In this study, sarcopenia was a significant risk factor for major organ invasion in PTC, and consequently a significant risk factor for more locally advanced disease. Sarcopenia was not significantly associated with disease-free survival in PTC.
Although significant associations between sarcopenia and adverse cancer outcomes have been suggested,4 published literature about the potential impact of sarcopenia on PTC is scarce. Our study showed that despite the higher risk of locally advanced disease in PTC patients with sarcopenia, sarcopenia by itself was not significantly associated with disease-free survival. This may be explained in part by advancements in surgical techniques that increase the rate of complete resection, even in advanced ETE.16,17 The low incidence of tumor recurrence in our study may also be a contributing factor.
Our results showed that sarcopenia was significantly associated with major organ invasion, but not with LN metastasis. The association between sarcopenia and potential LN metastasis in various types of cancers remains controversial.18–21 Sarcopenia has been shown to increase the risk of LN metastasis in colorectal cancer and advanced urothelial carcinoma, while no significant association has been found with resectable bile duct cancer or recurrent pancreas adenocarcinoma.18–21 As with the association between sarcopenia and adverse cancer outcomes, the association between sarcopenia and LN metastasis also seems to depend on the specific type of cancer. Preoperative diagnosis of sarcopenia may raise the suspicion of the clinician, radiologist, as well as the surgeon, for a more locally advanced disease and direct prompt and appropriate management.

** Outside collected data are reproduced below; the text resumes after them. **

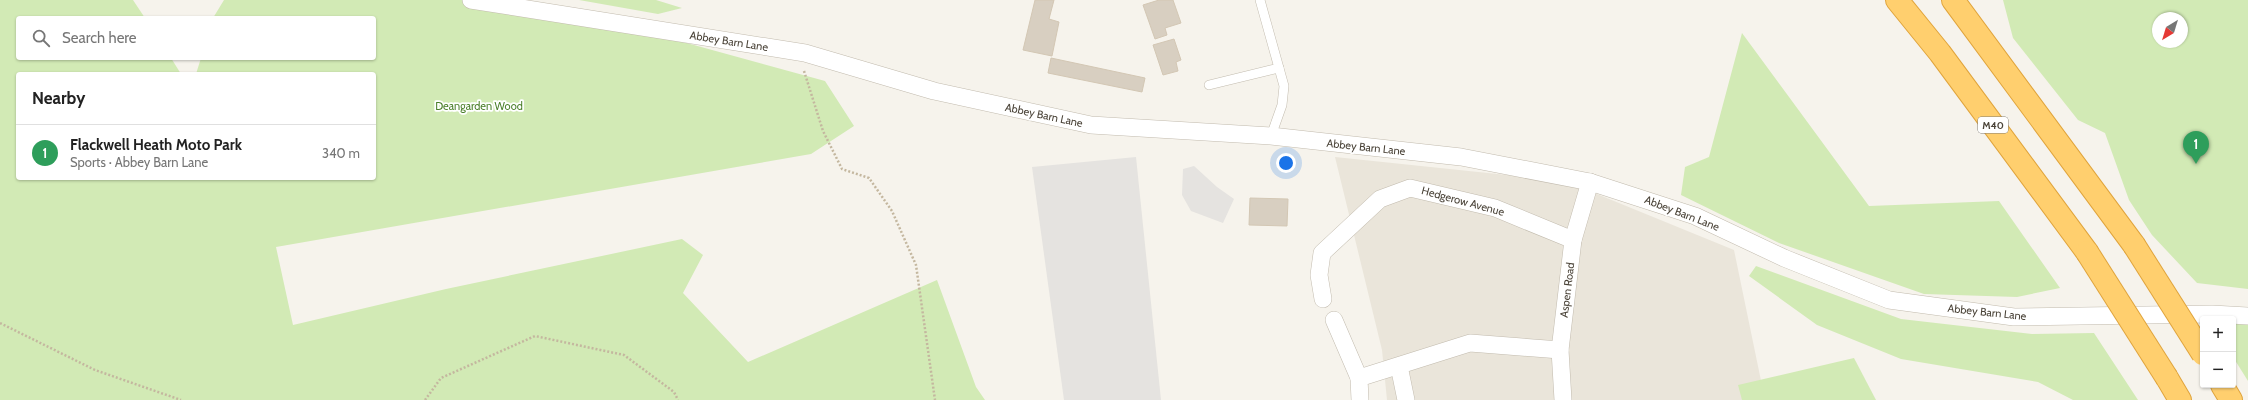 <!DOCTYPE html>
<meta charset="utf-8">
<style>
body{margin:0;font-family:Cabin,sans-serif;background:#f6f6f6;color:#222}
.controls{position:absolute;right:12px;bottom:12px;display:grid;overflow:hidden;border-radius:4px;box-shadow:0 1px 3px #0004}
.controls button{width:36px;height:36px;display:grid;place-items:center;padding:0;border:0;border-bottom:1px solid #e0e0e0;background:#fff;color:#222;font:20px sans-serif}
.compass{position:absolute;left:2152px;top:12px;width:36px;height:36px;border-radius:50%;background:#fff;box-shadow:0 1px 3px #0004;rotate:218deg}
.you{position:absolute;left:1286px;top:163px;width:14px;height:14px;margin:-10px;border:3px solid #fff;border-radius:50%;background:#1a73e8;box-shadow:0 0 0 6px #1a73e833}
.badge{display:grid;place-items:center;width:26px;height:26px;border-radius:50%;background:#fc3f1d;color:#fff;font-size:13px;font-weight:700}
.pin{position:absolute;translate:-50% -33px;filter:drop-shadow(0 1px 2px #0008)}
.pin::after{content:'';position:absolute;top:21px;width:14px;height:12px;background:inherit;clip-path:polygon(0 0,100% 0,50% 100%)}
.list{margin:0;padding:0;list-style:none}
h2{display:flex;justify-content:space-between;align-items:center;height:52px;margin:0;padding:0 16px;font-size:17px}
h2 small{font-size:13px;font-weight:400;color:#767676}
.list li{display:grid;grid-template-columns:26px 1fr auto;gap:12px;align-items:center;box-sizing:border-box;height:56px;padding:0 16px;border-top:1px solid #e0e0e0}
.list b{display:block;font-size:15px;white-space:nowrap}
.list p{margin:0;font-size:13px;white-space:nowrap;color:#767676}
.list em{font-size:13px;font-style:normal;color:#767676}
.icon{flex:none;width:22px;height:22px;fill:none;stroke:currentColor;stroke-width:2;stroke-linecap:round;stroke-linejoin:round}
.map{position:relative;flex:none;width:2248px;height:400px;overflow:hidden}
.search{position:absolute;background:#fff;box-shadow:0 1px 3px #0004;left:16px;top:16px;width:360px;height:44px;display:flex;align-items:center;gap:10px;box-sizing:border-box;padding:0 14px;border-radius:4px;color:#767676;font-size:15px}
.panel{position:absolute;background:#fff;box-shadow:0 1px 3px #0004;left:16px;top:72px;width:360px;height:108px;border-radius:4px}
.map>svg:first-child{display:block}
.residential{fill:#eae5da}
.green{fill:#d2eab5;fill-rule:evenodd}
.parking{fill:#e5e3e0}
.building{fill:#d8cfc1;stroke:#d3c7b4}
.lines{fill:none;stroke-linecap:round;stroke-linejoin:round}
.lane-casing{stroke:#c2bbae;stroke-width:10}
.street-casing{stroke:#c2bbae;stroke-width:18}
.highway-casing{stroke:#e0a43c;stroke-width:24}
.path{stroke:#c4b79f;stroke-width:2.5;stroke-dasharray:2 2;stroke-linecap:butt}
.lane{stroke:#fff;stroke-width:9}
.street{stroke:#fff;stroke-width:17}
.highway{stroke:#ffcf6e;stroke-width:22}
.highway-bridge-casing{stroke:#e0a43c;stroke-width:24;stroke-linecap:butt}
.highway-bridge{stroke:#ffcf6e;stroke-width:22}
.labels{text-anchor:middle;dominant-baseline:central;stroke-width:3.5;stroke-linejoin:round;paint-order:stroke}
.shield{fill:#fff;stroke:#817c74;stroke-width:1}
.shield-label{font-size:10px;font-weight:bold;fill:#4b4439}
.street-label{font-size:11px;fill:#4b4439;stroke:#fff}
.park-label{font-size:11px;fill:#4a7f2a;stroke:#fff}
</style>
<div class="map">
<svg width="2248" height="400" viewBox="0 0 2248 400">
<rect width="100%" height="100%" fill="#f6f3ec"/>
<path class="residential" d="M1335,157L1565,181L1734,250L1765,400H1387L1382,350Z"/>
<g class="green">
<path d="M0,0H133L145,18H18V58H171L181,74H18V178H374V74H196L201,58H374V18H213L224,0H474L632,28L825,81L854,126L811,154L276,247L293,325L446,289L682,239L703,255L683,293L748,362L937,280L976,387L985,400H0Z"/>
<path d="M579,0H656L682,8L658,14Z"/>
<path d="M2003,0H2248V289L2197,283L2152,235L2129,200L2105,133L2078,120L2013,38ZM2158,18H2182V42H2158Z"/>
<path d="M1742,33L1869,206L1999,201L2060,288L2017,297L1924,294L1779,243L1681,195L1685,167L1709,157Z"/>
<path d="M1756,266L1901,319L2032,334L2094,333L2138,400H2073L2038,382L1901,359L1817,325L1749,276Z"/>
<path d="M2233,319L2248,322V381L2233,357Z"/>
<path d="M1854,358L1876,400H1742L1738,385Z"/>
</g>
<g class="parking">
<path d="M1136,157L1161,400H1064L1032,167Z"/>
<path d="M1194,166L1217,187L1234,199L1223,223L1191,211L1182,195L1183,169Z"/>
</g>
<g class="building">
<path d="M1035,0H1054L1049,19L1059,22L1052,56L1023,50Z"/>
<path d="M1159,0H1173L1181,23L1165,28L1167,35L1155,39L1143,5Z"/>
<path d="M1174,39L1181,60L1176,62L1178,71L1163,75L1153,45Z"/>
<path d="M1051,58L1145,78L1142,92L1048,73Z"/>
<path d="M1250,198L1288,199L1287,226L1249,225Z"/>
</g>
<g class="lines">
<defs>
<g id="lane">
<path d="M1260,0L1284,86L1282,105L1271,136"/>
<path d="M1209,85L1279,68"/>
</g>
<g id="street">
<path d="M471,0L805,53L934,91L1091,125L1271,136L1461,157L1590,182L1695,216L1784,258L1889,300L2014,317L2212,314L2248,316"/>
<path d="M1323,299L1319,275L1322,253L1380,199L1410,188L1495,208L1573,240"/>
<path d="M1334,320L1359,378"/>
<path d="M1399,366L1406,400"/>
<path d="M1360,400L1359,378L1470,343L1560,350"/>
<path d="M1563,400L1560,350L1573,240L1590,182"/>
</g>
<g id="highway">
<path d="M1897,0L1940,53L2087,252"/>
<path d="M1953,0L2134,245"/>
<path d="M2167,378L2180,400"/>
<path d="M2222,385L2231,400"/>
</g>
</defs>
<use href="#lane" class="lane-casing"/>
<use href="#street" class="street-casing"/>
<use href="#highway" class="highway-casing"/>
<g class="path">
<path d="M804,71L823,131L842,169L869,178L892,211L916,265L935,400"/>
<path d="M0,323L95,370L181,400"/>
<path d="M425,400L441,378L535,336L624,355L674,392L678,400"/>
</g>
<use href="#lane" class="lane"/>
<use href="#street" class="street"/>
<use href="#highway" class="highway"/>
<defs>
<g id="highway-bridge">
<path d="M2134,245L2203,354"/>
<path d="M2087,252L2167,378"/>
</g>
</defs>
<use href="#highway-bridge" class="highway-bridge-casing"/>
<use href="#highway-bridge" class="highway-bridge"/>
</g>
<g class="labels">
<rect class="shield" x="1978" y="117" width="30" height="16" rx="3"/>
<g class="shield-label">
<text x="1993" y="125">M40</text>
</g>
<g class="street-label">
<text transform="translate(729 41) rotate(9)">Abbey Barn Lane</text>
<text transform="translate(1044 115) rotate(12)">Abbey Barn Lane</text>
<text transform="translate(1366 147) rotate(6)">Abbey Barn Lane</text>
<text transform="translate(1463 201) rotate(15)">Hedgerow Avenue</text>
<text transform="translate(1682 213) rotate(21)">Abbey Barn Lane</text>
<text transform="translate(1567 290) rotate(-83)">Aspen Road</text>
<text transform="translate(1987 312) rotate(6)">Abbey Barn Lane</text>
</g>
<g class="park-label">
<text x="479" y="106">Deangarden Wood</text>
</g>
</g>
</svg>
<div class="controls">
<button>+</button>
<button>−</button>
</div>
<svg class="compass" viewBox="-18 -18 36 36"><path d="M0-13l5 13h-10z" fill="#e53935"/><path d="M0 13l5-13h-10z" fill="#767676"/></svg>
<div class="you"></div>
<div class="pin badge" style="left:2196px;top:164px;background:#2e9e5b">1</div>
<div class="search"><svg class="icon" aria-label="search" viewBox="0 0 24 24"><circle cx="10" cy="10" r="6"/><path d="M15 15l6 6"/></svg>Search here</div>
<section class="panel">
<h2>Nearby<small></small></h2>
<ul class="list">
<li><span class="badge" style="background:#2e9e5b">1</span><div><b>Flackwell Heath Moto Park</b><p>Sports · Abbey Barn Lane</p></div><em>340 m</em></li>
</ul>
</section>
</div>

In our study, BMI was not significantly associated with major organ invasion in PTC. While a previous Korean study suggested BMI as a significant risk factor for microscopic ETE and higher TNM stage,22 another Korean study suggested that higher BMI was a significant risk factor for tumor multiplicity, but not for higher T stage, positive LN metastasis, nor ETE.23 In a United States study, higher BMI was significantly associated with higher incidence of PTC, but with less tumor invasion and LN metastasis.24 Evidently, any potential association between BMI and aggressive clinicopathologic features of PTC is variable. Differences in ethnicity, culture, and lifestyle that may influence body composition,2 as well as the application of previous versions of American Joint Committee on Cancer (AJCC) staging criteria may be the cause for these discrepant results.
We utilized BIA to assess body composition and to determine sarcopenia using SMI. BIA estimates skeletal muscle mass using whole-body electrical conductivity, and incorporates an affordable, widely available, and portable instrument with reproducible results.2,25 Unlike other malignancies in which abdomen and pelvic CT scans are often included during routine staging work-up, measuring SMI on CT scans to assess sarcopenia in thyroid cancer may unnecessarily burden patients with more radiation exposure. Alternatively, BIA may be an easier, more affordable tool to diagnose sarcopenia in PTC, as demonstrated in our study. In addition, the assessment of sarcopenia may be of importance in treatment decisions for advanced or refractory thyroid cancer because sarcopenia is considered a contraindication or discouraging factor in tyrosine kinase inhibitor treatment.15,26
There are several limitations to this study. First, an inherent bias owing to the retrospective analysis of prospectively obtained data was inevitable. Second, the low incidence of sarcopenia in our study was a major limiting factor in statistical analysis. Last, body composition analysis by BIA may yield inconsistent or discrepant results depending on different instrument brands, as well as different population characteristics.2 Our study utilized cutoff values previously obtained with identical equipment in young, healthy Korean subjects.27 Therefore, the findings of this study may be limited to Korean patients. Further research that includes patients from more diverse populations may help clarify the potential impact of sarcopenia on the outcomes and clinicopathologic features of PTC patients.
In conclusion, sarcopenia is significantly associated with a higher risk of major organ invasion in conventional PTC. Sarcopenia in PTC patients should raise clinical, radiological, and surgical suspicion for a more locally advanced disease and direct appropriate management.